A Distributed Network of Heritage Information

Industry

​The Dutch Digital Heritage Network (NDE) started in 2015 by the national cultural heritage institutions as a joint effort to improve the visibility, usability and sustainability of the cultural heritage collections maintained by libraries, archives, museums and other institutions. About 1500 cultural heritage institutions are part of the NDE network. From the usability perspective the challenge is to realize a distributed network of heritage information that no longer needs aggregating and postprocessing of the data. This talk will focus on our approach for developing a new, cross-domain, decentralized discovery infrastructure for the Dutch heritage collections. A core element in our strategy is to encourage institutions to align their information with formal Linked Data resources for people, place, periodes, concepts and to publish their data as Linked Open Data.  The NDE program works on making all relevant terminology sources available as Linked Data and provide facilities for term alignment and maintaining thesauri. PoolParty (Semantic Web Company), OpenSKOS (Open Source) and CultuurLink (Spinque) are important tools for doing this work.
 
Another important goal is to provide means for browse the collections in a cross-domain, user centric fashion. Based on possible relevant URIs identified in the user queries we want to be able to browse the available linked data in the cultural heritage network. The bi-directional use of linked data without aggregating data is still a technological challenge.

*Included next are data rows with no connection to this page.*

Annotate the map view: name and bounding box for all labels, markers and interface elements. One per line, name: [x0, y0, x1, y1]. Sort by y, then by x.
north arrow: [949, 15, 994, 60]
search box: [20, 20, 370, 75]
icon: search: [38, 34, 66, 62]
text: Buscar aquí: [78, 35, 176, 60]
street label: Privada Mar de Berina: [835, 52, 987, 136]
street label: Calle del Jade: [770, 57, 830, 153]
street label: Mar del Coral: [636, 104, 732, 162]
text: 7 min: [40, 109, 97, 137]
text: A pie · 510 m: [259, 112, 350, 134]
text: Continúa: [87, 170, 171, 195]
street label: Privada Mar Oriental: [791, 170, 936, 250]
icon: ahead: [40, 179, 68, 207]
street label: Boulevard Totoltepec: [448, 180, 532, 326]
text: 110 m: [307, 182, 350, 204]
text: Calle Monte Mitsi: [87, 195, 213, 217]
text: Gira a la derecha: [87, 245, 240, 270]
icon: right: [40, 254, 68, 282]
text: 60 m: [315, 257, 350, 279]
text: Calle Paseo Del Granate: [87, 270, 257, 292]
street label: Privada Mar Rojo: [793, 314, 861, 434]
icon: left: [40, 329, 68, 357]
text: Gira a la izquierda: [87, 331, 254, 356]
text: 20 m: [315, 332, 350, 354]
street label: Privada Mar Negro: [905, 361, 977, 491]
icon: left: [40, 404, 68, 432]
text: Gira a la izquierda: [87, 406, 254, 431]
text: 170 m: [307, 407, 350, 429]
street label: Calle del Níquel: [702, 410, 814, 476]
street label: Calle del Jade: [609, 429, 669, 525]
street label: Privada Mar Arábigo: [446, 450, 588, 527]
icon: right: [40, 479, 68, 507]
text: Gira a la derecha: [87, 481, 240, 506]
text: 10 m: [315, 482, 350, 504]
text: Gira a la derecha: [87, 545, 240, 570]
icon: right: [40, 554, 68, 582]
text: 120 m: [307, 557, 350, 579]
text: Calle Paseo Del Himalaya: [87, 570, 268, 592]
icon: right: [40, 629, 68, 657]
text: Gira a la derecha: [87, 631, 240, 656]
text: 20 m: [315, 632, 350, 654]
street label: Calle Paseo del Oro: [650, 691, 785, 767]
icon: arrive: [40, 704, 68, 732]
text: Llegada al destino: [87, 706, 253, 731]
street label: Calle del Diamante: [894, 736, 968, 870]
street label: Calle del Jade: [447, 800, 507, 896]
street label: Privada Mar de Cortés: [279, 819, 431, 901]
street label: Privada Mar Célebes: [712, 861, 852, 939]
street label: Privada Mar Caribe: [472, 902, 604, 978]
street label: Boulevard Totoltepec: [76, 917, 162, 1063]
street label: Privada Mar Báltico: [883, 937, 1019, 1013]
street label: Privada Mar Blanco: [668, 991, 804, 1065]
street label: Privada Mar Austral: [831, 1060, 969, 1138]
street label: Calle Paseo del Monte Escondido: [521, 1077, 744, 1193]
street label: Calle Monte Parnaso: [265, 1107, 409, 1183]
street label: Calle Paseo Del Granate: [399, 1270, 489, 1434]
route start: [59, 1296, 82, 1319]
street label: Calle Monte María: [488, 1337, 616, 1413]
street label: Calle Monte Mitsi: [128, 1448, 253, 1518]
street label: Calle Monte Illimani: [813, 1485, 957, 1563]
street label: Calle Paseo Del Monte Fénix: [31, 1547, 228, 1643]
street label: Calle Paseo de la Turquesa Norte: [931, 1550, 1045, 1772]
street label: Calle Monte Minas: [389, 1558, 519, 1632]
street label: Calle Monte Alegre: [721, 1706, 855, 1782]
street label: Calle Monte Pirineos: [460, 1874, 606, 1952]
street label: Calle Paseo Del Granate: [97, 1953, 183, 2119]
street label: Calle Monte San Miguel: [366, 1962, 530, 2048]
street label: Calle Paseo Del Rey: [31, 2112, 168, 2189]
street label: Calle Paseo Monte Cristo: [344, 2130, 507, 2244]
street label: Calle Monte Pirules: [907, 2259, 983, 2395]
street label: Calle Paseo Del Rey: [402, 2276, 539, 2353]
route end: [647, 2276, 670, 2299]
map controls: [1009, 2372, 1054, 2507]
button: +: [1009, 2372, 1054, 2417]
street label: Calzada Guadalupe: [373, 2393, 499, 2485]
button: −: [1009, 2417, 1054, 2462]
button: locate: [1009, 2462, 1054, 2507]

We decided to build a registry that records the back links for all the URIs used in our network. Next to formal Linked Data definitions of organizations and datasets we will also register object profiles that describe the relations between the object in the collection and the term URIs used in the object description. This information will provide the back links which make it possible to navigate from a term URI to the objects that have a relation with this term. We are currently developing a Proof-of-Concept and will be able to show the first results in preliminary results at the Semantics conference.